104.7 The Point and Zero Gravity Present

Deer Tick

Rafay Rashid

Higher Ground Ballroom
TICKETS

$29.50 Advance | $29.50 Day of Show

All Ages

The best art often challenges widely held preconceptions about performance and beauty. We’re moved when we find the sublime in the gross, entranced when crassness collides with grace. It makes poetic sense that one of this practice’s finest current purveyors is named after a blood-sucking survivor.

Deer Tick: undercutting expectations since 2004.

“I think a lot of my favorite artists have always done stuff like that,” Deer Tick front man John McCauley says from his home in Nashville, reflecting on his band’s love of unexpected mashups: tender lyrics layered over pissed off guitars; classical music flourishes delivered nearly naked and high. Deer Tick’s perfected it all, mostly as an outlier, revered by a legion of fans, respected by peers, but not part of any
one scene.
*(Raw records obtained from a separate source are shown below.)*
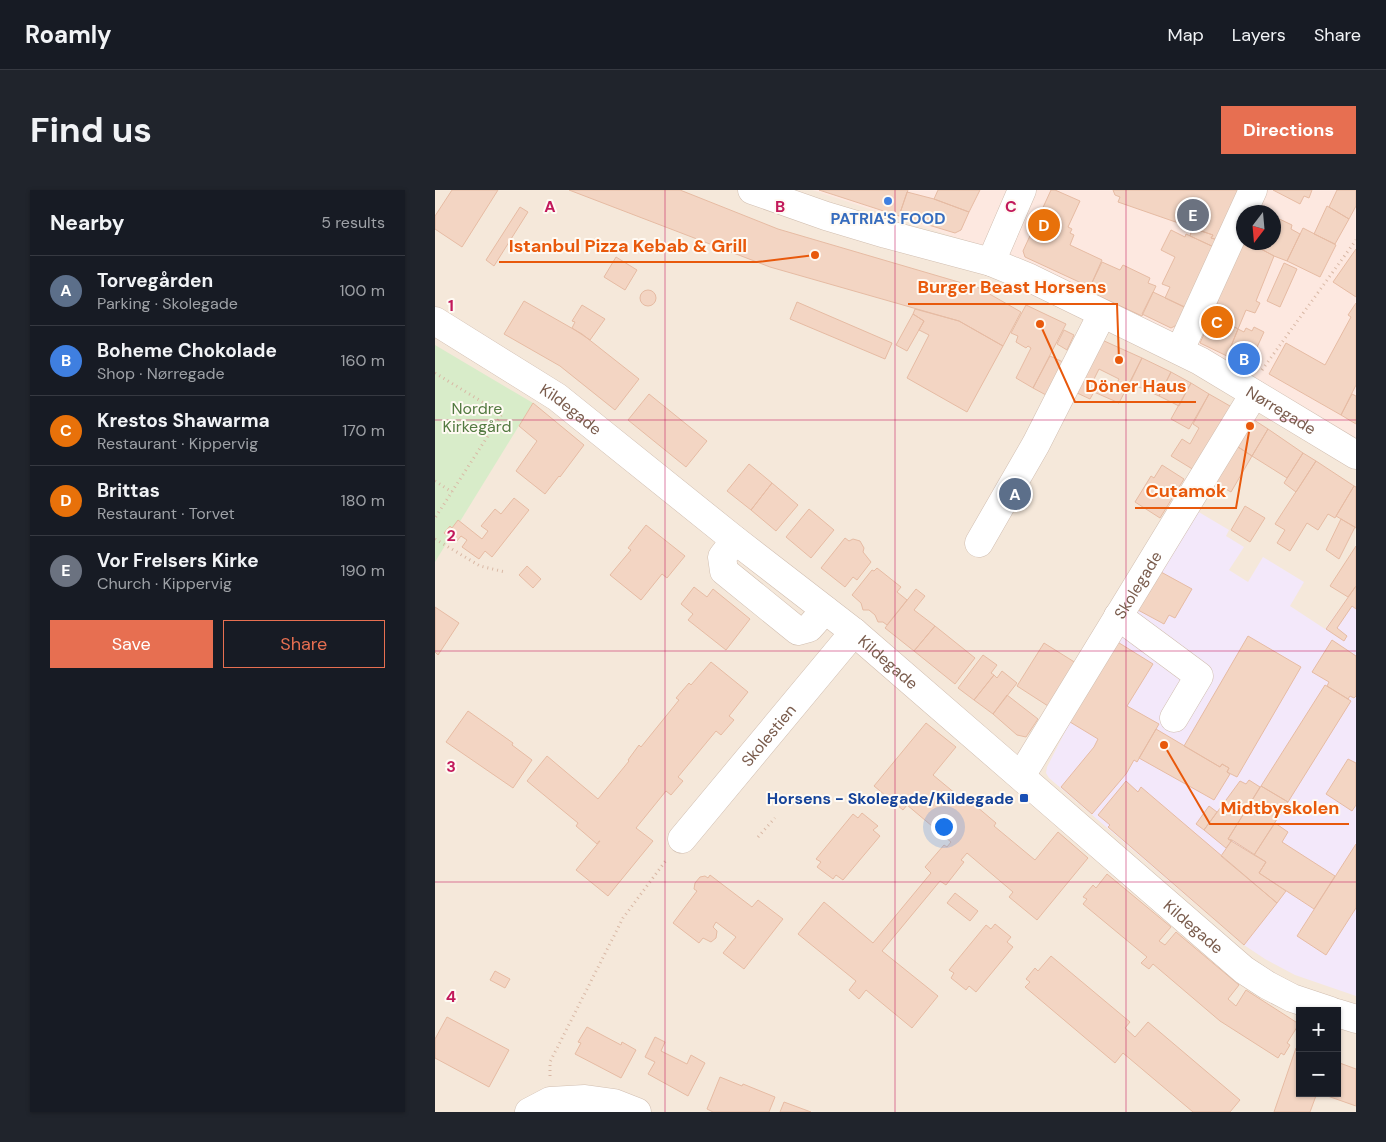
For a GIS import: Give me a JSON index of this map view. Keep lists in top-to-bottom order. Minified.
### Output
{"streets":{"street":["Kildegade","Nørregade","Skolegade","Skolestien"]},"crossings":[["Kildegade","Skolegade"],["Kildegade","Skolestien"],["Nørregade","Skolegade"]],"parks":["Nordre Kirkegård"],"places":{"other":["PATRIA'S FOOD","Istanbul Pizza Kebab & Grill","Döner Haus","Burger Beast Horsens","Cutamok","Midtbyskolen"],"transit":["Horsens - Skolegade/Kildegade"]},"north":"bottom","page":{"header":"Roamly","nav":["Map","Layers","Share"],"buttons":["Directions",["Save","Share"]],"title":"Find us","heading":["Nearby","5 results"],"pins":["E","D","C","B","A"],"list":[{"mark":"A","name":"Torvegården","note":"Parking · Skolegade","value":"100 m"},{"mark":"B","name":"Boheme Chokolade","note":"Shop · Nørregade","value":"160 m"},{"mark":"C","name":"Krestos Shawarma","note":"Restaurant · Kippervig","value":"170 m"},{"mark":"D","name":"Brittas","note":"Restaurant · Torvet","value":"180 m"},{"mark":"E","name":"Vor Frelsers Kirke","note":"Church · Kippervig","value":"190 m"}],"map_buttons":["+","−"]},"grid":{"columns":["A","B","C"],"rows":["1","2","3","4"]}}
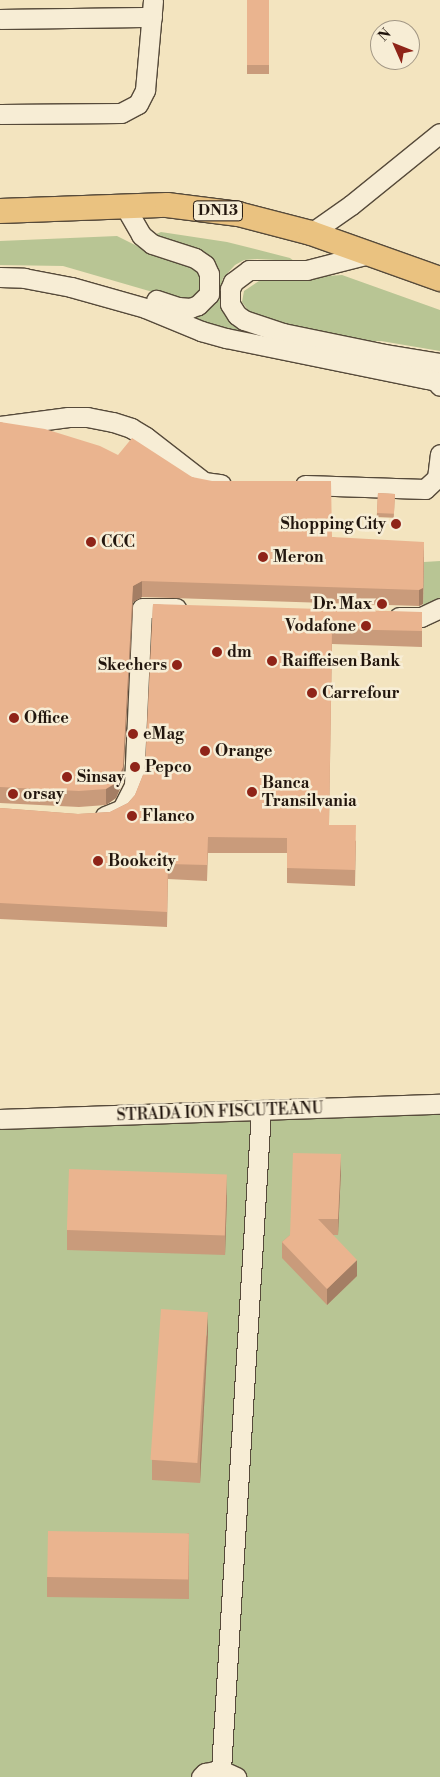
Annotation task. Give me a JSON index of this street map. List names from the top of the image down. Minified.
{"streets":{"main road":["DN13"],"street":["STRADA ION FISCUTEANU"]},"places":["Shopping City","CCC","Meron","Dr. Max","Vodafone","dm","Raiffeisen Bank","Skechers","Carrefour","Office","eMag","Orange","Pepco","Sinsay","Banca Transilvania","orsay","Flanco","Bookcity"],"north":"top left"}
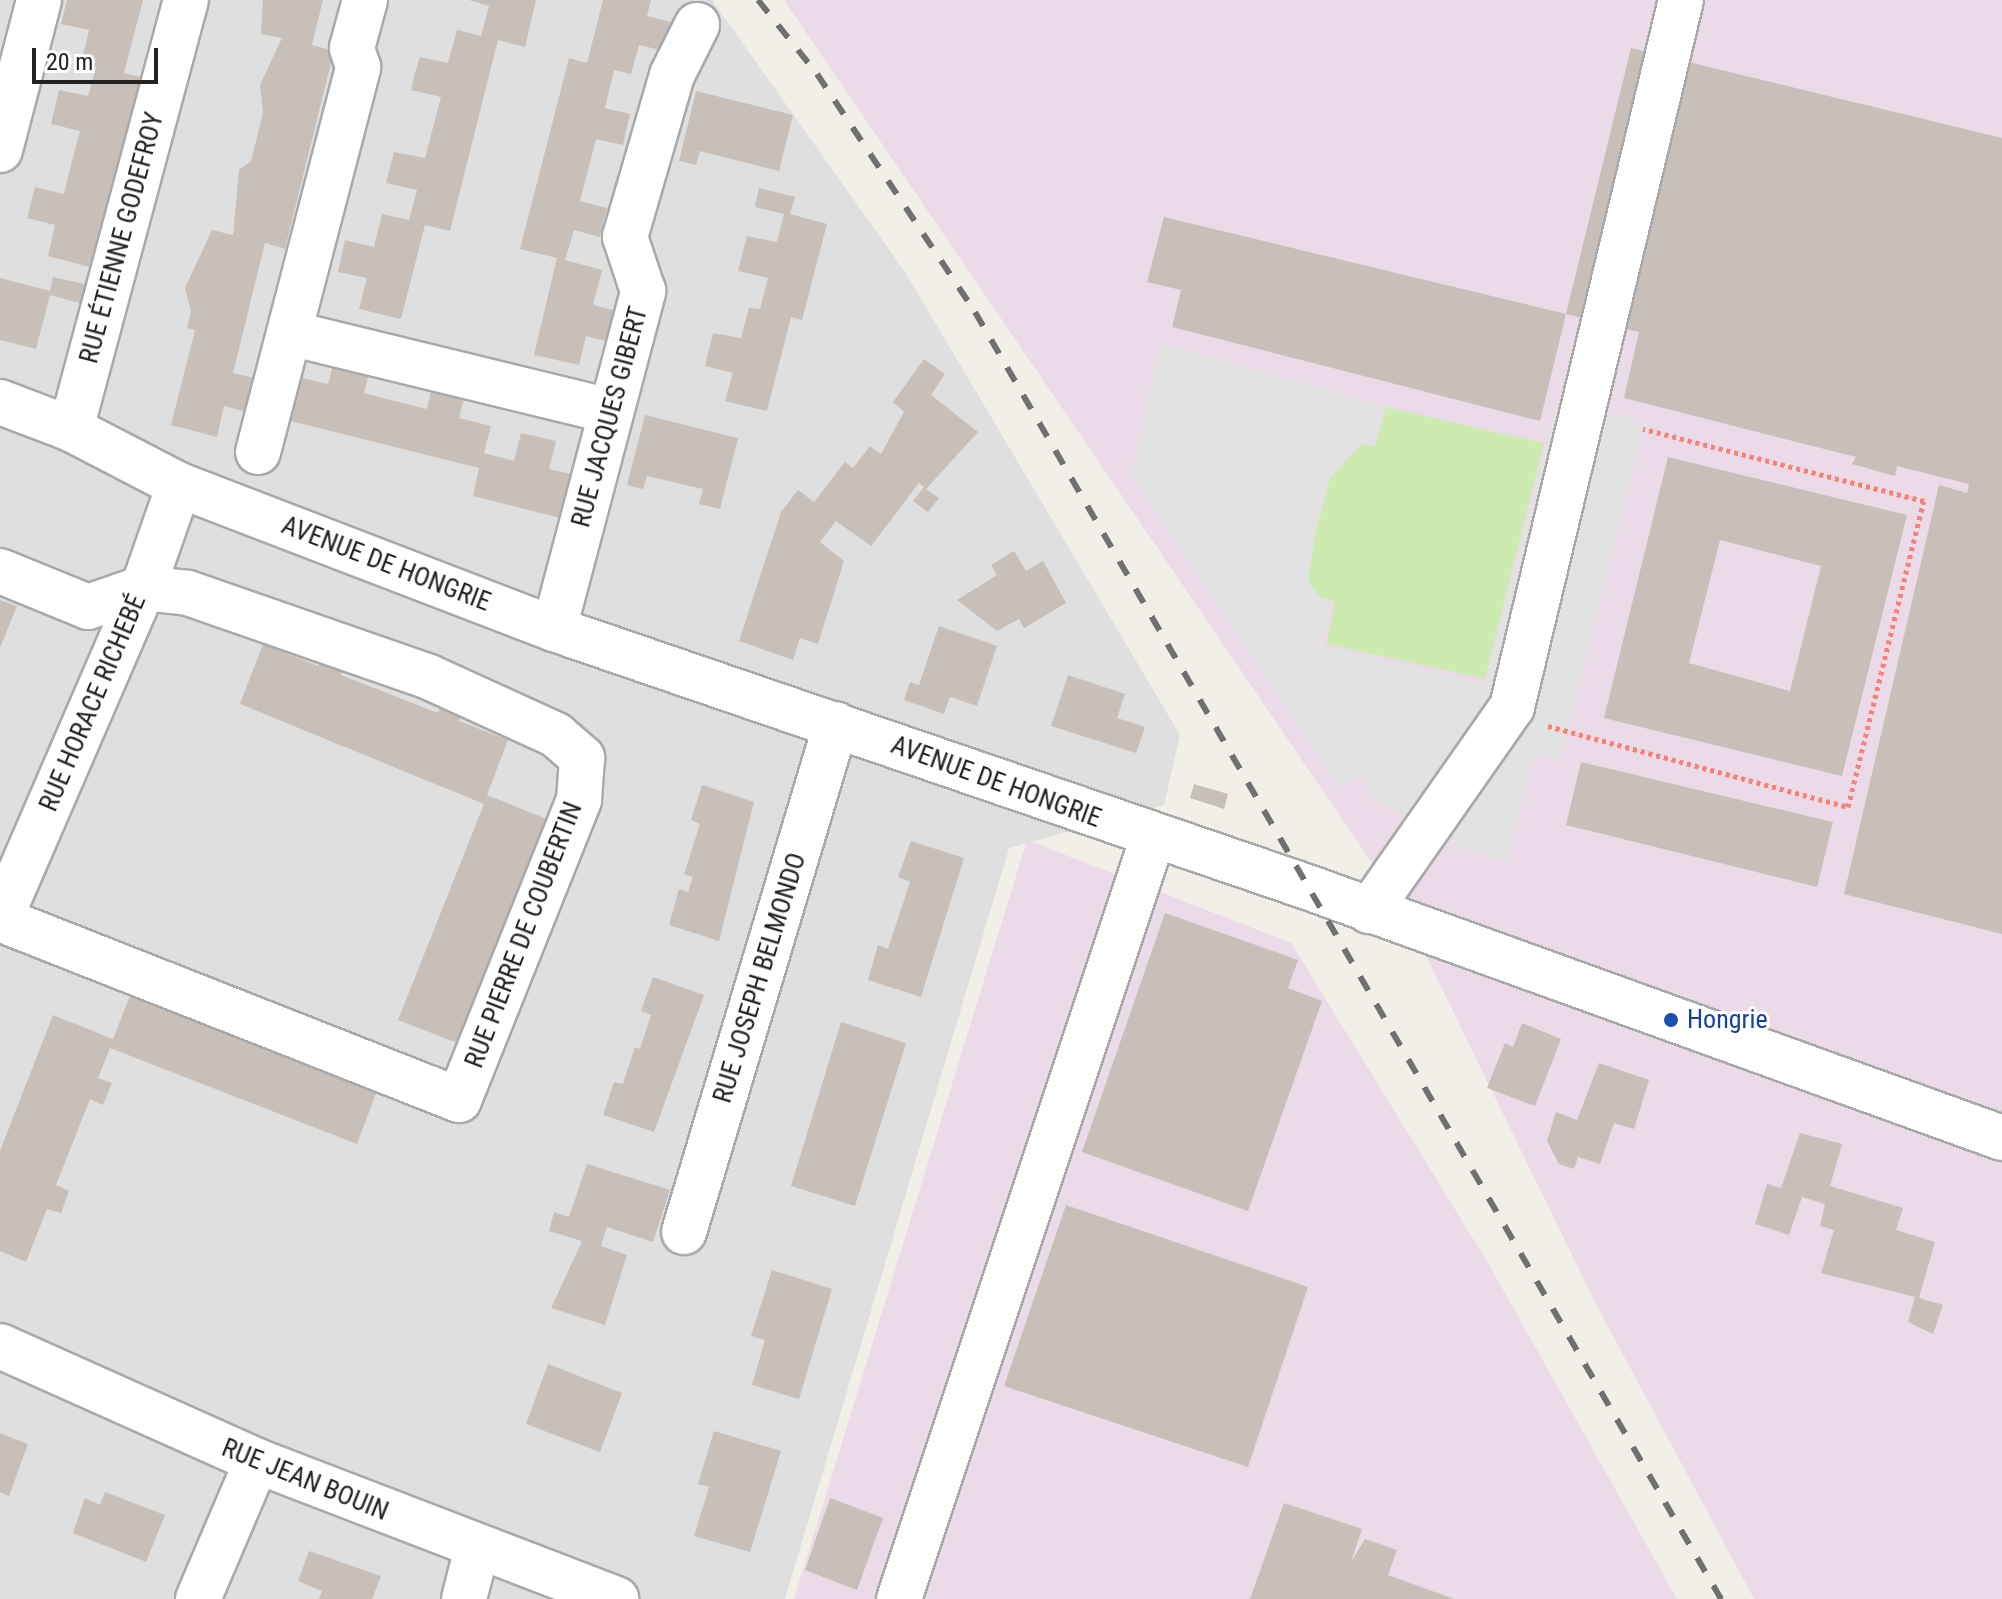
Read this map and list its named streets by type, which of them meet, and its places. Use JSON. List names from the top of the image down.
{
  "streets": {
    "street": [
      "RUE ÉTIENNE GODEFROY",
      "RUE JACQUES GIBERT",
      "AVENUE DE HONGRIE",
      "RUE HORACE RICHEBÉ",
      "RUE PIERRE DE COUBERTIN",
      "RUE JOSEPH BELMONDO",
      "RUE JEAN BOUIN"
    ]
  },
  "crossings": [
    ["RUE ÉTIENNE GODEFROY", "AVENUE DE HONGRIE"],
    ["RUE JACQUES GIBERT", "AVENUE DE HONGRIE"],
    ["AVENUE DE HONGRIE", "RUE HORACE RICHEBÉ"],
    ["AVENUE DE HONGRIE", "RUE JOSEPH BELMONDO"],
    ["RUE HORACE RICHEBÉ", "RUE PIERRE DE COUBERTIN"]
  ],
  "places": ["Hongrie"],
  "scale_bar": "20 m"
}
With their highly anticipated new project(s), two new albums released simultaneously titled Deer Tick Vol. 1 and Deer Tick Vol. 2, the crew from Rhode Island prove that their punk-roots rock has only gotten better with age.

Ambitious and smart, the twin albums complement one another but also stand independently. Vol. 1 is classic Deer Tick: folk-rooted acoustic guitars and soft piano cushion out-front vocals. Vol. 2 commits wholly to the band’s longtime garage-rock flirtations for a triumphant foray into punk.

McCauley sees the two records as a natural progression. “I think it’s something that was bound to happen, just because I’ve always had one foot in each door,” he says. “Every album we’ve put out has had its manic moments in one way or another. I felt good enough about everything that I was writing to think that we could truly separate our two big interests: quiet and loud.”

It’s been six years since Deer Tick’s last release Negativity, and devotees have grown restless. It wasn’t that the band—made up of McCauley, guitarist Ian O’Neil, drummer Dennis Ryan, and bassist Christopher Ryan—was withholding information. They just weren’t sure they had anything more to share. “It wasn’t anything that we actually talked about,” McCauley says. “We never said, ‘Hey, we should take a break,’ or ‘Maybe this isn’t working anymore.’ We just took some time off. We’d just done our 10-year anniversary shows, and I had a kid like two weeks later.” He pauses before adding with a
hint of a laugh, “We just kind of got comfortable away from each other.”

McCauley, O’Neil, and the two Ryans popped up solo and on others’ projects. Personal lives also
underwent massive changes, especially for McCauley, who married Vanessa Carlton and became a dad. The couple’s little girl is now two years old. For the first time ever, Deer Tick—an all-consuming band known for constant touring and steady artistic output—took a backseat.

When the band came back together for their beloved after-party shows at theNewport Folk Festival, the reunion reminded them what they missed about creating with one another. “Playing that week with the guys made me really want to do it—it made everyone want to do it,” McCauley says. “So we started
making some plans to go in the studio.”

The result, recorded at Ardent Studios in Memphis, Tennessee, is a bold double punch that reminds us not only why Deer Tick has been so missed, but why they’ve become important artists. The songwriting on both volumes is masterful. McCauley wrote most of the tunes alone, but O’Neil and Dennis Ryan also make killer contributions. Self-aware and never self-important, McCauley excels at provocative lyrics that are sometimes confessional, sometimes accusatory. His compositions capture those internal
contradictions that define us, like rock-and-roll “songs of myself” delighting in the multitudes and putting them on display.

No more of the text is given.